Pour un libre accès aux semences !

Octavio Sanchez Escoto
Octavio Sanchez Escoto
Événement
19 mars 2020, 18h30 - Octavio Sanchez Escoto (Honduras), hôte de la campagne œcuménique 2020, Michelle Zufferey et Joël Vuagniaux exposeront les actions de la société civile qui résiste au Nord et au Sud...

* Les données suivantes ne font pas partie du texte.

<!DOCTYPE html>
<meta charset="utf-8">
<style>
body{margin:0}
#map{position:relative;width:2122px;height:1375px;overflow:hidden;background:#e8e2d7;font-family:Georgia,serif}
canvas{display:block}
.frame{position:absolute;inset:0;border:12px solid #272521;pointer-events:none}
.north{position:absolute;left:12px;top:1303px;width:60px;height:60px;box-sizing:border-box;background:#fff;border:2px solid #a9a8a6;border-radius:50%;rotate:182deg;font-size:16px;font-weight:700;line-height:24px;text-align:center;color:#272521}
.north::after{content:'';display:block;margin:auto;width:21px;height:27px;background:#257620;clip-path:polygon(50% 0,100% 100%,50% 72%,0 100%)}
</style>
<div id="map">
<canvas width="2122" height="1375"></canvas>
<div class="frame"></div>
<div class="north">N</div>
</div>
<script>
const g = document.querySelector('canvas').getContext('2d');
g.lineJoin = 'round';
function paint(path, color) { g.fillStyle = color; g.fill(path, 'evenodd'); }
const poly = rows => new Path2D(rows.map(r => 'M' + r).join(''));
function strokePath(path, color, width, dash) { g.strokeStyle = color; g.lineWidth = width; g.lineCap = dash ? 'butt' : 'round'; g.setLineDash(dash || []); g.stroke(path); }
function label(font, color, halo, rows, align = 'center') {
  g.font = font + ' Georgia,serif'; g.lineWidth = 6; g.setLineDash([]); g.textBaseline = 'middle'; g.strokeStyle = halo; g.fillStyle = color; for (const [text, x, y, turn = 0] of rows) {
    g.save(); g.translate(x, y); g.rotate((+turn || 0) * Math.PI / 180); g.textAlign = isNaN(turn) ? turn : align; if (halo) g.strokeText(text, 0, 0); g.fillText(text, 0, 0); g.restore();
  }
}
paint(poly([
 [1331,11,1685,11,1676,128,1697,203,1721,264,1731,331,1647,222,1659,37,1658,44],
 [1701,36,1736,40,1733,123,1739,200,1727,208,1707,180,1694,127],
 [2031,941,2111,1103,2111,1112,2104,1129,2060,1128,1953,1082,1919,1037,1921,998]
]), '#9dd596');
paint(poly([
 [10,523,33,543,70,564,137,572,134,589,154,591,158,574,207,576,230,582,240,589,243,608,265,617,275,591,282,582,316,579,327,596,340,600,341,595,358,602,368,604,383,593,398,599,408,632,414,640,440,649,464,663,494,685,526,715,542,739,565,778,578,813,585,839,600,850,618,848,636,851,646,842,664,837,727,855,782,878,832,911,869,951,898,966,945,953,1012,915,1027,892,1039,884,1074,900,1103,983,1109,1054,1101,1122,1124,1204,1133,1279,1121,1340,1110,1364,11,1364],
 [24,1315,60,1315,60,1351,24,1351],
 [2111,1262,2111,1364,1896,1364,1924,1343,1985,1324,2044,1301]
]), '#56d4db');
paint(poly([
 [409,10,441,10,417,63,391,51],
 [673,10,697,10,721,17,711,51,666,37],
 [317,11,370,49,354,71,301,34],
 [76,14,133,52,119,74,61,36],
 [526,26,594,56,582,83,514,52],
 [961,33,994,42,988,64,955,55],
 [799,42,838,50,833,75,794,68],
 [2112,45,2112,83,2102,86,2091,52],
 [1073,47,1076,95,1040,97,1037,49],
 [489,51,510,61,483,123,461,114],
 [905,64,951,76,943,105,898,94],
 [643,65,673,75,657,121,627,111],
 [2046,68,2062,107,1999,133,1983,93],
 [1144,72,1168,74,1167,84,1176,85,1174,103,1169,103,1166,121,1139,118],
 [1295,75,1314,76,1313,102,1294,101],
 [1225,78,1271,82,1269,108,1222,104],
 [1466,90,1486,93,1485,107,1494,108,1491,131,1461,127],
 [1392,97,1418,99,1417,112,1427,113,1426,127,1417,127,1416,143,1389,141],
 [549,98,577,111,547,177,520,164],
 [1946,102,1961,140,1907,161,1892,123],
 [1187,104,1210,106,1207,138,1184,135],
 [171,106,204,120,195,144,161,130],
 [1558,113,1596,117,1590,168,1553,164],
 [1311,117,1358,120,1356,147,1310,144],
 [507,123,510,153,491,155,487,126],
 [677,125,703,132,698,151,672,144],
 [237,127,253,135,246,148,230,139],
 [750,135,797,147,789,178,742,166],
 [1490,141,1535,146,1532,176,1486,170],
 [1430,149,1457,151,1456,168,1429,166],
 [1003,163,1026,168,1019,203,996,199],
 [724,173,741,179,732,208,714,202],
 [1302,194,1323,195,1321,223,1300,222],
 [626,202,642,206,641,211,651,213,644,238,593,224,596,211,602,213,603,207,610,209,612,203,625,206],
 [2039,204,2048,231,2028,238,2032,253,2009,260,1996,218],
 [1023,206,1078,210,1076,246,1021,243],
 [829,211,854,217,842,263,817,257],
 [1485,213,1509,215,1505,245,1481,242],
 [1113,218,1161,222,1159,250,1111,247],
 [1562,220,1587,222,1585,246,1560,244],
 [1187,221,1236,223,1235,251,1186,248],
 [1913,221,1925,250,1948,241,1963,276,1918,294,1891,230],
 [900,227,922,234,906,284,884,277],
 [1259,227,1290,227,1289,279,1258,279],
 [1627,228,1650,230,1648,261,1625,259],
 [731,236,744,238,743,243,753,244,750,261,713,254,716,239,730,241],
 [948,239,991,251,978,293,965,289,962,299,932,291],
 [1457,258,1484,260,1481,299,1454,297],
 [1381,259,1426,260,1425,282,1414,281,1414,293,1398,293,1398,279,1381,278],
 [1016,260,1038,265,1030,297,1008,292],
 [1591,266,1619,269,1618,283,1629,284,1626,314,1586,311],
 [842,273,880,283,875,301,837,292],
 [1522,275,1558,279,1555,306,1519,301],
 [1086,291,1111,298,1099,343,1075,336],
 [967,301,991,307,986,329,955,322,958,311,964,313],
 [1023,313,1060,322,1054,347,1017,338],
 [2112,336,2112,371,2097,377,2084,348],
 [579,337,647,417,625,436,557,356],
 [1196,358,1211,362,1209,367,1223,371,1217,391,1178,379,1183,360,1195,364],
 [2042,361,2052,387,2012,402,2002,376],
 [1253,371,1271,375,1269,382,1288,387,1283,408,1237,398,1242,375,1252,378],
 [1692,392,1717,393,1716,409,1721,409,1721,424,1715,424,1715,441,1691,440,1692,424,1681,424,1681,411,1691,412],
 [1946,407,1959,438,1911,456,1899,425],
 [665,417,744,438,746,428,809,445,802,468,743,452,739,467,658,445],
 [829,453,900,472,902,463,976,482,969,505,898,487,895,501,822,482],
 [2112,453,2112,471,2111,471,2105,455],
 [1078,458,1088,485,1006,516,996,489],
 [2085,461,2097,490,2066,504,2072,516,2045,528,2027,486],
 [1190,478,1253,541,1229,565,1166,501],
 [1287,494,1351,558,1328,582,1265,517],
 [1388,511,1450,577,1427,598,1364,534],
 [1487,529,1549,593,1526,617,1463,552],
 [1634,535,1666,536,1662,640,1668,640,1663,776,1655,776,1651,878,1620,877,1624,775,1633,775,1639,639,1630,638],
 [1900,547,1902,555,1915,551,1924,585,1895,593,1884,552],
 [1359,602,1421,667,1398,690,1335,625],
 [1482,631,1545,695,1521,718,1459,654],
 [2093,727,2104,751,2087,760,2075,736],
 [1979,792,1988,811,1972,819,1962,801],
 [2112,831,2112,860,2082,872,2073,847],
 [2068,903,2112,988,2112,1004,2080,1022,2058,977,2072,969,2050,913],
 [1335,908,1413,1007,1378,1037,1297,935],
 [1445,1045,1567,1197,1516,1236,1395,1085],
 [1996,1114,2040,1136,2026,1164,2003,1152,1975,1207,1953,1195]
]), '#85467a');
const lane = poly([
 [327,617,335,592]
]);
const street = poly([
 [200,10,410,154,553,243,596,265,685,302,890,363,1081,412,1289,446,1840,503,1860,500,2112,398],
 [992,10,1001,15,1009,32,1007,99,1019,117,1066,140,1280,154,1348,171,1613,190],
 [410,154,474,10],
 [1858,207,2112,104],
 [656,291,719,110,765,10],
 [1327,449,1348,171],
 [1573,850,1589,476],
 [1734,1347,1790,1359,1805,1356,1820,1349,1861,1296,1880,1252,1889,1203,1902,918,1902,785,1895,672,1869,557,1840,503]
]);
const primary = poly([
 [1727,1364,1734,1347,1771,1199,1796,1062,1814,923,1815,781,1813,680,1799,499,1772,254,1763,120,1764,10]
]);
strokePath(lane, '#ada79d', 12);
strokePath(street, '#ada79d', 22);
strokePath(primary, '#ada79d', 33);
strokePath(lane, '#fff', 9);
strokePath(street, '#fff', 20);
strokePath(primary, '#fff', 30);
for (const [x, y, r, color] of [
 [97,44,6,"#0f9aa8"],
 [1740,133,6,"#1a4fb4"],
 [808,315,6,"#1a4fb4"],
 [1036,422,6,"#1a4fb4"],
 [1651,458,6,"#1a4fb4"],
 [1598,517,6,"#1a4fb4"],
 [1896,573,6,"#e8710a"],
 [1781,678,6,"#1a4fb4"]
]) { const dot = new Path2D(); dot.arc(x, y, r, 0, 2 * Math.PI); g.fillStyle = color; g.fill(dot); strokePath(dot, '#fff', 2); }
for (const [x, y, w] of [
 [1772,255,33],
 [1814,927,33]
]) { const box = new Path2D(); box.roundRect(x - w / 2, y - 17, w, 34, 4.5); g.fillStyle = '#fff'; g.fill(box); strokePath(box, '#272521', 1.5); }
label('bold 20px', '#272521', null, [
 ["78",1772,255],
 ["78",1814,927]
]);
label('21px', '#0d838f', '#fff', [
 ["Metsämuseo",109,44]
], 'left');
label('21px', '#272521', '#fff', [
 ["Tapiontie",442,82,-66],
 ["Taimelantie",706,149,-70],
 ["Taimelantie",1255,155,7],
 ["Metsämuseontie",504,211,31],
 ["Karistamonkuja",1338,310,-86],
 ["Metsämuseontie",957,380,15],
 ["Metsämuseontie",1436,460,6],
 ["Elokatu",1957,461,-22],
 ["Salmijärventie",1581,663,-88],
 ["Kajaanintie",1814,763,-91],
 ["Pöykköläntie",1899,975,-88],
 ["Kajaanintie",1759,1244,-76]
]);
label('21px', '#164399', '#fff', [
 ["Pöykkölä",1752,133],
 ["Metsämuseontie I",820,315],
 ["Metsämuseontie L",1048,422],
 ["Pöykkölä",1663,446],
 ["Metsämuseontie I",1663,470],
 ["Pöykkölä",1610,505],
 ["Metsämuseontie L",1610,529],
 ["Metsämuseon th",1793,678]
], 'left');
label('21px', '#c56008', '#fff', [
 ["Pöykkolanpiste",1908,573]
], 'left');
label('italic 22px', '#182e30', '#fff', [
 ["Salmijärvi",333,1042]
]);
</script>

En collaboration avec la campagne œcuménique voir-et-agir.ch

Date, heure : 19 mars 2020  à 18h30

Lieu : Alliance Sud InfoDoc, Av. de Cour 1, 1007 Lausanne.

Inscriptions : Événement gratuit. Suivi d'un apéritif.  Inscriptions bienvenues à [email protected] ou au 021 612 00 86.

Conférencier-ère-s :

  • Octavio Sanchez Escoto est l'hôte de la campagne œcuménique 2020. Il a 62 ans, ce qui est - selon lui - un miracle dans son pays le Honduras en Amérique centrale.  C’est un pays riche en ressources naturelles, mais secoué par des crises politiques récurrentes, une pauvreté souvent en lien avec l’injustice et la corruption et un taux de criminalité parmi les plus hauts du monde. Une grande partie de la population vit de l’agriculture familiale. Octavio est père de deux enfants de 25 et 29 ans et réside aujourd’hui à Tegucigalpa. Il vient d'une petite ville au centre du Honduras où l'activité principale de chaque famille est la production de céréales, de café et l’élevage de petit bétail. Il grandit au sein d’une famille paysanne et est l’aîné de 5 enfants. À l'âge de 12 ans, il quitte sa communauté pour poursuivre des études dans le cadre d'un programme de bourses d'État. Diplômé en agronomie, il débute comme vulgarisateur agricole et professeur à l'École nationale d'agriculture.
  • Michelle Zufferey, ethnologue et secrétaire syndicale à Uniterre
  • Joël Vuagniaux, paysan permaculteur et consultant, Ressources

Introduction :

Alors même que les semences et les savoirs traditionnels ont toujours été garants d’une alimentation et d’une agriculture écologiques et diversifiées, le travail de sélection accompli par les familles paysannes se voit aujourd’hui menacé. En effet, les grands semenciers et les accords de libre-échange exigent l’adoption d’une législation draconienne relative aux semences et aux obtentions végétales afin d’assurer l’essor de variétés à haut rendement, ce qui empêcherait les paysans et paysannes d’échanger et de vendre leurs semences.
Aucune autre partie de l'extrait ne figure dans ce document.